Inclusion in US currency manipulator list has no impact on economy, says BNM

According to the central bank, the Malaysian economy remains resilient, supported by strong economic fundamentals


There are no repercussions to Malaysia’s economy from the country’s inclusion in the US Treasury’s monitoring list of potential currency manipulators, according to Bank Negara Malaysia (BNM).

In a statement yesterday, the central bank emphasised that the Malaysian economy remains resilient, supported by strong economic fundamentals, including the flexibility accorded by a floating exchange rate and strong external balance.

“Malaysia supports free and fair trade, and does not engage in unfair currency practices.

“Malaysia adopts a floating exchange rate regime. The ringgit exchange rate is market-determined and is not relied upon for exports competitiveness,” it said.

Malaysia is among nine countries in the list, along with China, Germany, Italy, Ireland, Japan, South Korea, Singapore and Vietnam.

The number of countries on the watchlist expanded after US Treasury Secretary Steven Mnuchin lowered the threshold for qualification.

The new threshold includes countries with current-account surplus equivalent to 2% of GDP, down from 3% previously.

Other criteria includes persistent intervention in markets for a nation’s currency, and trade surplus with the US of at least US$20 billion (RM83.9 billion).

Countries that meet two of the criteria are placed on the watchlist and Malaysia fulfils two out of three criteria listed.

Malaysia has maintained a significant bilateral goods trade surplus with the US since 2015, registering US$27 billion last year, while current- account surplus stood at 2.1% of GDP.

As acknowledged by the Report on Macroeconomic and Foreign-Exchange (forex) Policies of Major Trading Partners of the US, BNM’s intervention over the last few years has been in both directions of the forex market.

“Any intervention is limited to ensuring an orderly market and avoiding excessive volatility of the exchange rate that may affect macroeconomic stability.

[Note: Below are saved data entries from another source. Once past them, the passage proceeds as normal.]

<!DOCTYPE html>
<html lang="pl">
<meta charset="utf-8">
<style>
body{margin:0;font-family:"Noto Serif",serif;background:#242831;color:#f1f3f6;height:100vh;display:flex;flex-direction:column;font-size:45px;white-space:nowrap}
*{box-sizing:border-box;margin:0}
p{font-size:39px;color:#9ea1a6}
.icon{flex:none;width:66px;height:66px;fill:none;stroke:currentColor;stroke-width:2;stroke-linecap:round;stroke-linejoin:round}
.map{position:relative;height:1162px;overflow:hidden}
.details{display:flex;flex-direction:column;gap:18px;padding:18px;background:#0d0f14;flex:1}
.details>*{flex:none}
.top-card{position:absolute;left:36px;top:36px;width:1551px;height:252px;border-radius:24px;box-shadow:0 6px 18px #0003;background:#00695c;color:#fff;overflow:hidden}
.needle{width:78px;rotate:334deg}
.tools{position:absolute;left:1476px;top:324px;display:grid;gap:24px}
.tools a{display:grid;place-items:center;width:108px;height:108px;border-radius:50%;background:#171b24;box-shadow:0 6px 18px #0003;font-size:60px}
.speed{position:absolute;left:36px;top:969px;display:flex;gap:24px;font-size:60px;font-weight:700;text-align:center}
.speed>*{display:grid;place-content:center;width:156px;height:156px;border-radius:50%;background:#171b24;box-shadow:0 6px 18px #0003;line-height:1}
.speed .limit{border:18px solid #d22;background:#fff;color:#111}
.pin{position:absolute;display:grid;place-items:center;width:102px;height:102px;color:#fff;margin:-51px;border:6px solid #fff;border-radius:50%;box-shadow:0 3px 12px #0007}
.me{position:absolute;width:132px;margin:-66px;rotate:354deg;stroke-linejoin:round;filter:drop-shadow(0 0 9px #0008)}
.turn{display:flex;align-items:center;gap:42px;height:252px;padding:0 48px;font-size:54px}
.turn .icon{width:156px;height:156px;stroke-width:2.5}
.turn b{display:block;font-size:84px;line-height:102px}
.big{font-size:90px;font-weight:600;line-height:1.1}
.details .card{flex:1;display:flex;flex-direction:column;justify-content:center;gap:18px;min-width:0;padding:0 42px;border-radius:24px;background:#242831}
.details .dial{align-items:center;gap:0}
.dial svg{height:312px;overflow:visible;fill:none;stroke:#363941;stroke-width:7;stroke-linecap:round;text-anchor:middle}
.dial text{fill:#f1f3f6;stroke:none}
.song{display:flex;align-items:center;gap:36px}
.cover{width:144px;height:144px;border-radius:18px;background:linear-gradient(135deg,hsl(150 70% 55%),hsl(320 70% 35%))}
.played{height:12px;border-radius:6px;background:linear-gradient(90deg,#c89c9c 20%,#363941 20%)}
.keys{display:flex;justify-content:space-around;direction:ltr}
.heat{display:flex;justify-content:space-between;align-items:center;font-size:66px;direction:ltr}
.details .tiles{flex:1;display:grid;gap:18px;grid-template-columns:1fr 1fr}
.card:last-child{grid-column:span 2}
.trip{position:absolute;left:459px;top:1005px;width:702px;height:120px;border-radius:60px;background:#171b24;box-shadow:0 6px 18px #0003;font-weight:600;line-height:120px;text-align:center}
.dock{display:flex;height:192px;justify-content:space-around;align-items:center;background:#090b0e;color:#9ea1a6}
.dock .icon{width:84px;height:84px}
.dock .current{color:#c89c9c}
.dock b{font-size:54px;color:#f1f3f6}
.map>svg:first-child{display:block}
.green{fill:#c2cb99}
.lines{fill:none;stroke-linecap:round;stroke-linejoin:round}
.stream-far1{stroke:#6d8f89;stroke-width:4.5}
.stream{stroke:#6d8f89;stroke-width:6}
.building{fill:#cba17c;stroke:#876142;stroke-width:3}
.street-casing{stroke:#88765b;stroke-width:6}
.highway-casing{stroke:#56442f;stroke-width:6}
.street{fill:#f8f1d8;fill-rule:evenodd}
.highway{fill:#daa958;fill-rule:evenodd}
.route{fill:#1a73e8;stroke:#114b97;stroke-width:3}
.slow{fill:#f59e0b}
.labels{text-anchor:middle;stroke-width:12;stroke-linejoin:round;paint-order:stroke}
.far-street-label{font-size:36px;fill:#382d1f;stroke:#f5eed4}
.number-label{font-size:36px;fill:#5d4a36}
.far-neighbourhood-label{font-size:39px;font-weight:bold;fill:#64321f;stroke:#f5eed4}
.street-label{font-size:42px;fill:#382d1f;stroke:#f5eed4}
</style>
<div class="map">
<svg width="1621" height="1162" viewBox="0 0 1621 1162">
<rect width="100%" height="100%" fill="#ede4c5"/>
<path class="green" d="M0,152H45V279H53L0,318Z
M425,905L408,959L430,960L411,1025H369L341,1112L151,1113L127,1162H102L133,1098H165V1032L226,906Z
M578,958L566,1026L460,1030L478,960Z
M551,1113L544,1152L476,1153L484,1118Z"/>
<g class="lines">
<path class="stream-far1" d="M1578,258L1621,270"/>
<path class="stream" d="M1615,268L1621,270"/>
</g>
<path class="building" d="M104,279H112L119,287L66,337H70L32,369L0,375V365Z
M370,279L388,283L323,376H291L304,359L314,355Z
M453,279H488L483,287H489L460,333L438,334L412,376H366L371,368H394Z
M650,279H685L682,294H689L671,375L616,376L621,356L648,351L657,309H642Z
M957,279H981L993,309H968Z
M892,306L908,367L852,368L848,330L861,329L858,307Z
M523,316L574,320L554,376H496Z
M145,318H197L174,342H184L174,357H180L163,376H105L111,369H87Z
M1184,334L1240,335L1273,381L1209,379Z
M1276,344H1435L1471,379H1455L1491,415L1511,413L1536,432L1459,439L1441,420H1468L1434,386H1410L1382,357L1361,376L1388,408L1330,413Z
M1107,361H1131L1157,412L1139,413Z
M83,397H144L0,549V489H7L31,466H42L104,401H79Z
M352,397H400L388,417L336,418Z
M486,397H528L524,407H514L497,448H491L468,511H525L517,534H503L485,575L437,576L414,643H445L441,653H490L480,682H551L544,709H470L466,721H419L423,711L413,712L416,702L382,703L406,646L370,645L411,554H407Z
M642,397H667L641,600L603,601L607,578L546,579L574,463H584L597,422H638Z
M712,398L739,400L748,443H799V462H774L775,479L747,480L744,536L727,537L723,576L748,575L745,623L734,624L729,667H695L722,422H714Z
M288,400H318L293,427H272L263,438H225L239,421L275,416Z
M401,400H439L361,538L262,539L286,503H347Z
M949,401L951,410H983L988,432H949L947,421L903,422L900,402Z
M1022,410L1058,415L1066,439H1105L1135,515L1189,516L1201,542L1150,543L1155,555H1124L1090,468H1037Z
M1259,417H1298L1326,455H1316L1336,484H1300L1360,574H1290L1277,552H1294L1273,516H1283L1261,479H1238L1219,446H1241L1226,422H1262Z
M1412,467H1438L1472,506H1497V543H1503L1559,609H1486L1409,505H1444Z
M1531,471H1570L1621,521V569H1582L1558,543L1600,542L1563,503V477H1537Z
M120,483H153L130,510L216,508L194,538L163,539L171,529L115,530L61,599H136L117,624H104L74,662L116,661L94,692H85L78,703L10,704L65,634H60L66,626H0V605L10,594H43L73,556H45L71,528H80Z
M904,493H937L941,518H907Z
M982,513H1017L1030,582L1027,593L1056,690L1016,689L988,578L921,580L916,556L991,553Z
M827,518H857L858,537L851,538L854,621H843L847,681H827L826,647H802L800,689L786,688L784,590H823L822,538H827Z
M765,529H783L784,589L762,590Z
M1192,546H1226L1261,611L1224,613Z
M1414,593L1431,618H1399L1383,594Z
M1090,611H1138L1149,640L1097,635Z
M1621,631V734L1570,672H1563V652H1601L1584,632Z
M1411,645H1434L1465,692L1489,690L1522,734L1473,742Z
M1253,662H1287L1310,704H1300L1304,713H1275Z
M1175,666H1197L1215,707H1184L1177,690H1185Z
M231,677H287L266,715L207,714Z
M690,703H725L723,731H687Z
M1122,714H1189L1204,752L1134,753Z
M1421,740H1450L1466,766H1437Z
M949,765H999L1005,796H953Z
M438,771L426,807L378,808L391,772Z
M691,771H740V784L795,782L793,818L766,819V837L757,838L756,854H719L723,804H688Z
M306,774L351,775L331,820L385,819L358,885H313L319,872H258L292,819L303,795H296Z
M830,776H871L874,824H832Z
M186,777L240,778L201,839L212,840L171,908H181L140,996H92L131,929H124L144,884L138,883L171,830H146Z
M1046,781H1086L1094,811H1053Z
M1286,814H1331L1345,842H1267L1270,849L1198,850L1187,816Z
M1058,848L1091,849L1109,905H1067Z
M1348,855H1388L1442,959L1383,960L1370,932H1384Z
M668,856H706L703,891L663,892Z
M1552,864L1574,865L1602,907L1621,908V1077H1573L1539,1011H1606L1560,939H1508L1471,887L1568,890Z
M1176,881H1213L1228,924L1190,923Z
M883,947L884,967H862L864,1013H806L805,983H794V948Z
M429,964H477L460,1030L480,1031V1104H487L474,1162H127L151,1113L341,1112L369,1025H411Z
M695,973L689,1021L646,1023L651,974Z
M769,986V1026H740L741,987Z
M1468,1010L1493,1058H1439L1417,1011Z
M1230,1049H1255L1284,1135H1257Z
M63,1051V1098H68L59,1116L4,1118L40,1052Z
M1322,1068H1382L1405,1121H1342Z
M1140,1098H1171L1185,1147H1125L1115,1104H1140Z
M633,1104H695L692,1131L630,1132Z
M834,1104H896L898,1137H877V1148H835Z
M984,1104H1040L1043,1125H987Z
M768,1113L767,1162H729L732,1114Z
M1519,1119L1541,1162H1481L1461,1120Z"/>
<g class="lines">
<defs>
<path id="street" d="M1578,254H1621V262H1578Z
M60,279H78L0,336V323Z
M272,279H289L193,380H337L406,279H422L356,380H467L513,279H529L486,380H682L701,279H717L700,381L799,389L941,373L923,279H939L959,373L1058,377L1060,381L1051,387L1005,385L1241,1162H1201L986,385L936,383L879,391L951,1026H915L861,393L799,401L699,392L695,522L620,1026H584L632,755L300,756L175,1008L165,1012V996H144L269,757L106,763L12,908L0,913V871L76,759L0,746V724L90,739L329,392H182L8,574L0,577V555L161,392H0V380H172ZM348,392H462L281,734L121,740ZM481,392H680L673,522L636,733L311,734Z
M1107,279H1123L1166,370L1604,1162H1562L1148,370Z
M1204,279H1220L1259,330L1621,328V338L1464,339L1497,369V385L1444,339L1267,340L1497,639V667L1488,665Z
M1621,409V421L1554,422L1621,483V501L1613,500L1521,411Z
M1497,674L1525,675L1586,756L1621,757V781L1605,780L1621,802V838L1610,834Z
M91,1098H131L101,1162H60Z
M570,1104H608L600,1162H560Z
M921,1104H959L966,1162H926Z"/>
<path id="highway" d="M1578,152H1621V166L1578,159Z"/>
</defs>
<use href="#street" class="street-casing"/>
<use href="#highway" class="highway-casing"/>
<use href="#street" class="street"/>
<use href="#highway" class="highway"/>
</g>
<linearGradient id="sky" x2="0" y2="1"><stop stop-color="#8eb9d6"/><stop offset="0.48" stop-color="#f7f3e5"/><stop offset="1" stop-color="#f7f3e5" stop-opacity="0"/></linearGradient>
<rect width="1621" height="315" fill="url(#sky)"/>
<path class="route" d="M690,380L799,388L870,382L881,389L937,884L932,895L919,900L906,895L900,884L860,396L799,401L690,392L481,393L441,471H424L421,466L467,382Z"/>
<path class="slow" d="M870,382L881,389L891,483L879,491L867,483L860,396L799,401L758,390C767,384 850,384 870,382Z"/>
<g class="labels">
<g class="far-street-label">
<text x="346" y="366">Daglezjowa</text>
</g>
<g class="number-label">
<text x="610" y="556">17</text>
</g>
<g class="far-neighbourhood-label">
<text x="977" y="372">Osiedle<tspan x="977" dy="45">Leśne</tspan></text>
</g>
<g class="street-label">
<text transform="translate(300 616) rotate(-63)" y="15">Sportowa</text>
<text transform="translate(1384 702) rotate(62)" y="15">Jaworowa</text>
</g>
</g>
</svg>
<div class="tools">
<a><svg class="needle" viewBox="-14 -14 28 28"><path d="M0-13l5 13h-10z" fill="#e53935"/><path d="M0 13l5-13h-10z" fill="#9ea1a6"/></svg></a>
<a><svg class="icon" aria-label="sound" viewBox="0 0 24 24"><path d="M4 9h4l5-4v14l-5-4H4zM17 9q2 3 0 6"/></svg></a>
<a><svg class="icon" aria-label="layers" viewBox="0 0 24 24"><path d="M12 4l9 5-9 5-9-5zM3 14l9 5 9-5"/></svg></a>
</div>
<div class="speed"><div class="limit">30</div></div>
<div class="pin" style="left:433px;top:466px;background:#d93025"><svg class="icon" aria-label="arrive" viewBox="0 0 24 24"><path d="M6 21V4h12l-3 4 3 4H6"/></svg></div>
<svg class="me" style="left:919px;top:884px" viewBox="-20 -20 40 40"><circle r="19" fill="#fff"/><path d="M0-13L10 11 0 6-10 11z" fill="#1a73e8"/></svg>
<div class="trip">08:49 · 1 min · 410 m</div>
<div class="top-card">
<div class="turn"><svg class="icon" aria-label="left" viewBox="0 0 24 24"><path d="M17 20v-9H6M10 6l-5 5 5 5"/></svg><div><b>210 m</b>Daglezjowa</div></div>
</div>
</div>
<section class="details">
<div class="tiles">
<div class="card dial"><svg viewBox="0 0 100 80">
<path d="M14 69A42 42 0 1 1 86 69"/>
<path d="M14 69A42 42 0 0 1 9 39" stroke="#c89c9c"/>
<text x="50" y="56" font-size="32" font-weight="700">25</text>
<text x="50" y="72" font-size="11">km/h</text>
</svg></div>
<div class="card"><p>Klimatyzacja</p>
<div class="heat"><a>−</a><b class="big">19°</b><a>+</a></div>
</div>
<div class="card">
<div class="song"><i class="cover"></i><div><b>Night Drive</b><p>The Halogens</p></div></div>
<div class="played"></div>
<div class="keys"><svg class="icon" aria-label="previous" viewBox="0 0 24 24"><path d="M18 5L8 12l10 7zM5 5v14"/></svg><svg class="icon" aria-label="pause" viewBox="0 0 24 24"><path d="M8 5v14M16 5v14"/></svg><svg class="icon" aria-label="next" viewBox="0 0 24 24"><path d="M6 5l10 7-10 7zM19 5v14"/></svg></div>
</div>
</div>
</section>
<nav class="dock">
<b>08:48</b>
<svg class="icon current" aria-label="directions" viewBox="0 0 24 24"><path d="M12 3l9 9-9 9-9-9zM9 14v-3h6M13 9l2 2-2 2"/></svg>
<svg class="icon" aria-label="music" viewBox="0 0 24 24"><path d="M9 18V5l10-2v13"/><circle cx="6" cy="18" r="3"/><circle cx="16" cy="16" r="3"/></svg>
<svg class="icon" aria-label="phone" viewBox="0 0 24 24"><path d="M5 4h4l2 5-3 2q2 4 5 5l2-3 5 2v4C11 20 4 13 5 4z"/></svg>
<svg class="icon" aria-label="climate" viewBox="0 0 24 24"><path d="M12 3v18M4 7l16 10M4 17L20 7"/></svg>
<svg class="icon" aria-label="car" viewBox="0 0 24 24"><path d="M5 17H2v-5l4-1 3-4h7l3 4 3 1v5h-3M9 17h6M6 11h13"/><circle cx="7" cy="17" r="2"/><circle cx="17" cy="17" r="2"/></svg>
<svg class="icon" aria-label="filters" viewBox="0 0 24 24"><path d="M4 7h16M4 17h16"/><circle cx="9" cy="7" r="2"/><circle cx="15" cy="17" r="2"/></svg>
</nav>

“The fact that the ringgit has over the years faced multiple episodes of significant appreciation and depreciation, points to the flexibility of the exchange rate,” it noted.

The central bank added that as a small and open economy, Malaysia’s current account of balance of payments is affected by both internal and external developments, including cyclical and structural factors.

“About half of Malaysia’s trade surplus is driven by commodity exports, which is largely influenced by global demand and supply, as opposed to the exchange rate,” it said.

BNM said the current account surplus is reflection of the diversified nature of the Malaysian economy.

US President Donald Trump’s administration has recently embarked on currency policy, which is deemed as the latest tool to rewrite global trade rules that have hurt American businesses and consumers.

The semi-annual forex report was issued amid the escalating trade conflicts between the US and China.

Washington’s increasing tariffs on US$200 billion worth of Chinese goods on May 10 was quickly met by Beijing, that retaliated with targeted tariffs of their own as the world’s two largest economies traded blows.

Subsequently, Trump announced an export ban on Chinese multinational Huawei Technologies Co Ltd which, should it materialise, could see China resorting to non-tariff measures.